The return of Salvatore Mancuso, the man who demobilized Colombia’s paramilitaries


Extradition request surprisingly revoked

According to AP, Colombia’s Foreign Ministry surprisingly revoked a pending extradition request last month while concerns over the former AUC leader’s physical and judicial security in Colombia grew.

This surprise move reportedly allowed Mancuso’s attorney in the US, Joaquin Perez, to outmaneuver prosecutors seeking the extradition of the former AUC chief to Colombia.

“You have to be really naive to believe that an involuntary bureaucratic mistake is what is blocking the return of the person who knows the most about the history of the paramilitaries,” AP quoted opposition Senator Ivan Cepeda as saying.

Colombia’s ambassador to Washington DC, Fancisco Santos, has reportedly tried to block the transfer to Italy of the man who accuses him of seeking the formation of a paramilitary group in the capital Bogota in 1997.


Former paramilitary chiefs threaten reputation of many “good Colombians”


“I have no doubt they will kill him”

“Mancuso wants to return to Colombia. But it’s us, his lawyers and friends, and even some authorities, who have told him not to come back,” Mancuso’s attorney in Colombia, Jaime Paeres, told AP.

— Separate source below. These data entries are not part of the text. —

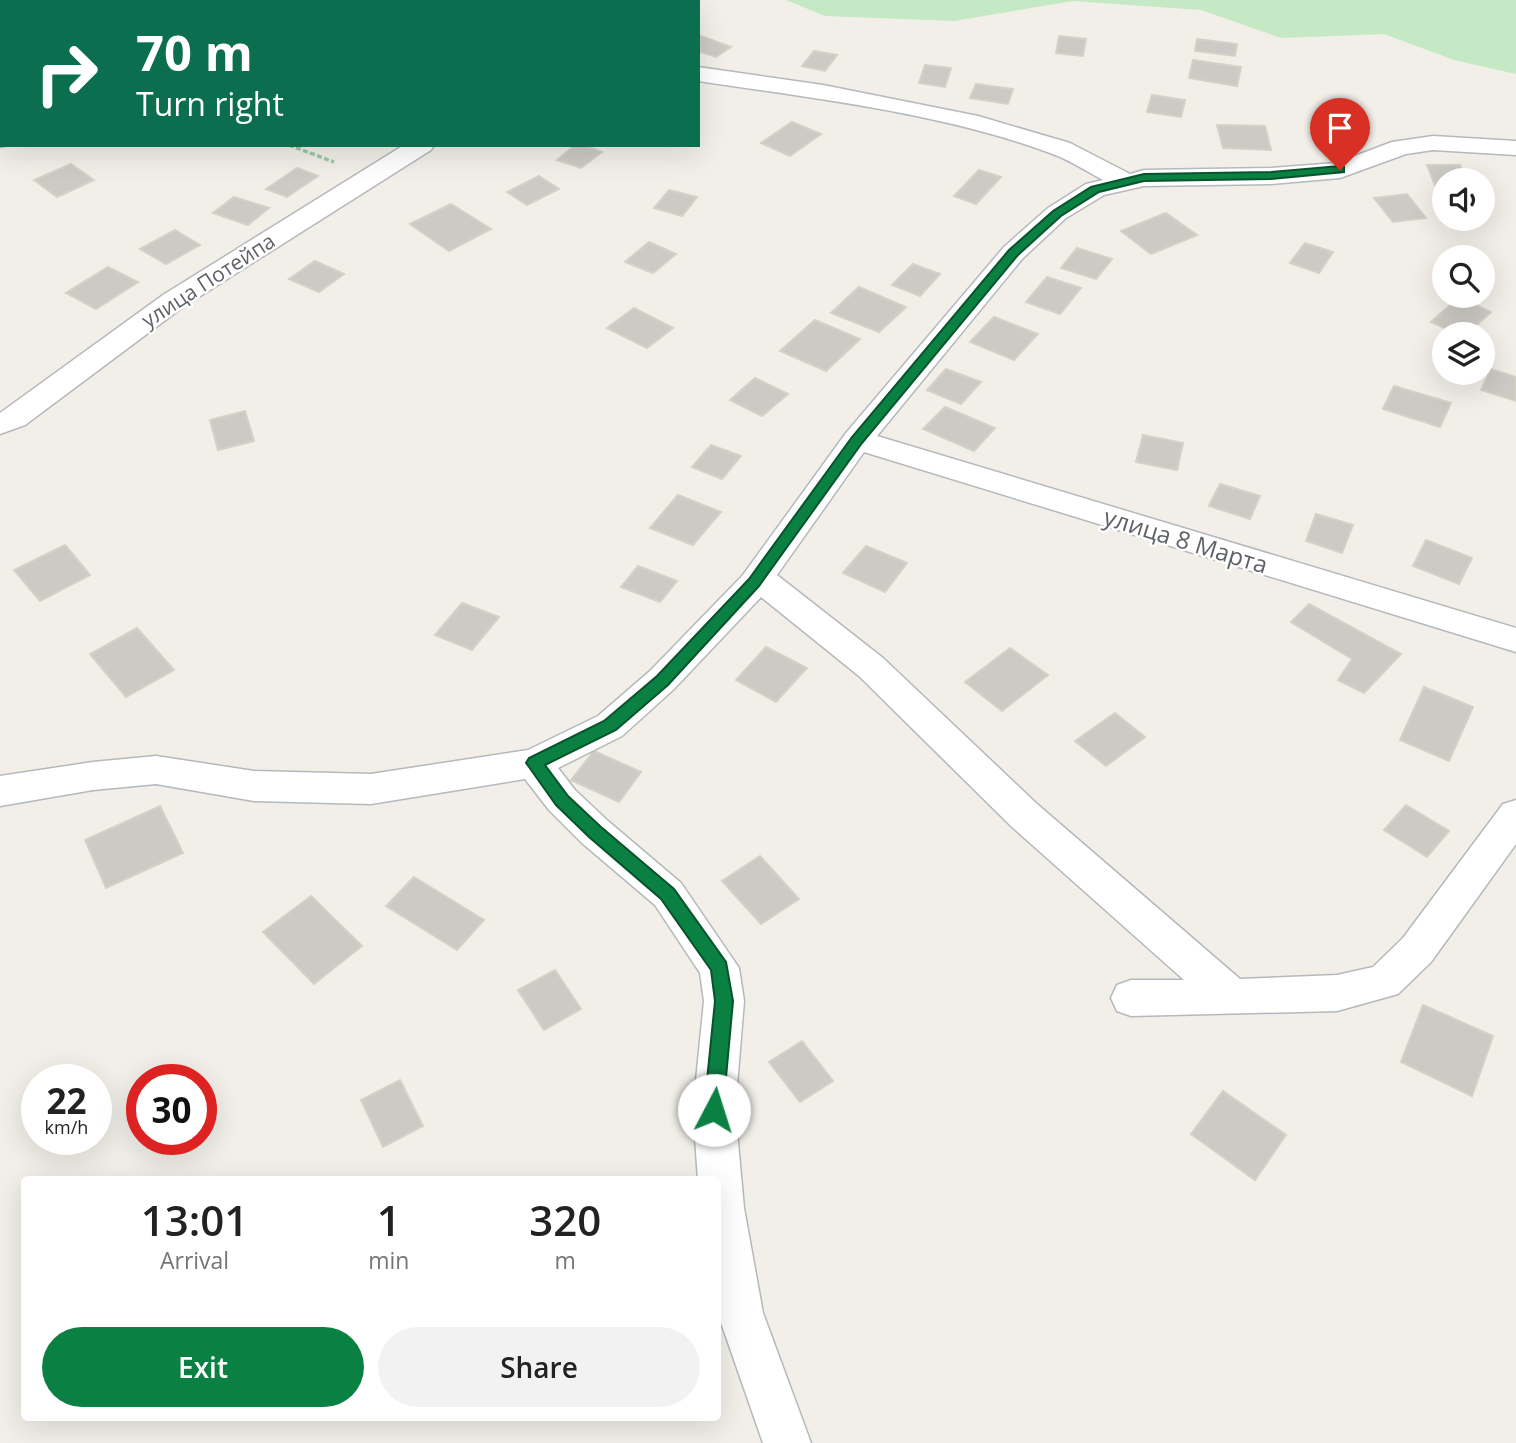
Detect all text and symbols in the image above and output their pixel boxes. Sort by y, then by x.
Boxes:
text: 70 m [136,19,253,85]
icon: right [21,28,112,119]
text: Turn right [136,82,284,125]
pin [1310,98,1370,170]
icon: arrive [1321,109,1359,147]
map controls [1432,168,1495,385]
button: sound [1432,168,1495,231]
street label: улица Потейпа [136,226,280,334]
button: search [1432,245,1495,308]
button: layers [1432,322,1495,385]
street label: улица 8 Марта [1100,499,1272,581]
speed limit sign: 30 [126,1064,217,1155]
position arrow [677,1073,751,1147]
text: 22 [46,1077,87,1124]
text: km/h [45,1115,88,1139]
text: 13:01 [141,1191,248,1248]
text: 1 [377,1191,401,1248]
text: 320 [529,1191,601,1248]
text: Arrival [160,1244,229,1276]
text: min [368,1244,409,1276]
text: m [555,1244,576,1276]
button: Exit [42,1327,364,1407]
button: Share [378,1327,700,1407]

“I have no doubt they will kill him if he comes,” said the attorney who recently claimed that 35 armed men were looking for him while on a farm just outside Medellin

Ever since the transitional Justice and Peace tribunal paroled Mancuso in November last year, prosecutors and judges have tried to overturn this ruling, demanding his arrest on return.

The AUC leader reiterated his willingness to cooperate with the peace process in a phone call with demobilized guerrilla leader Rodrigo Londoño, a.k.a. “Timochenko,” last month.

Mancuso’s cooperation with justice, however, is what got former President Alvaro Uribe to extradite him without warrant in 2008, according to the former AUC chief.

“With me they extradited the truth,” Mancuso told press then.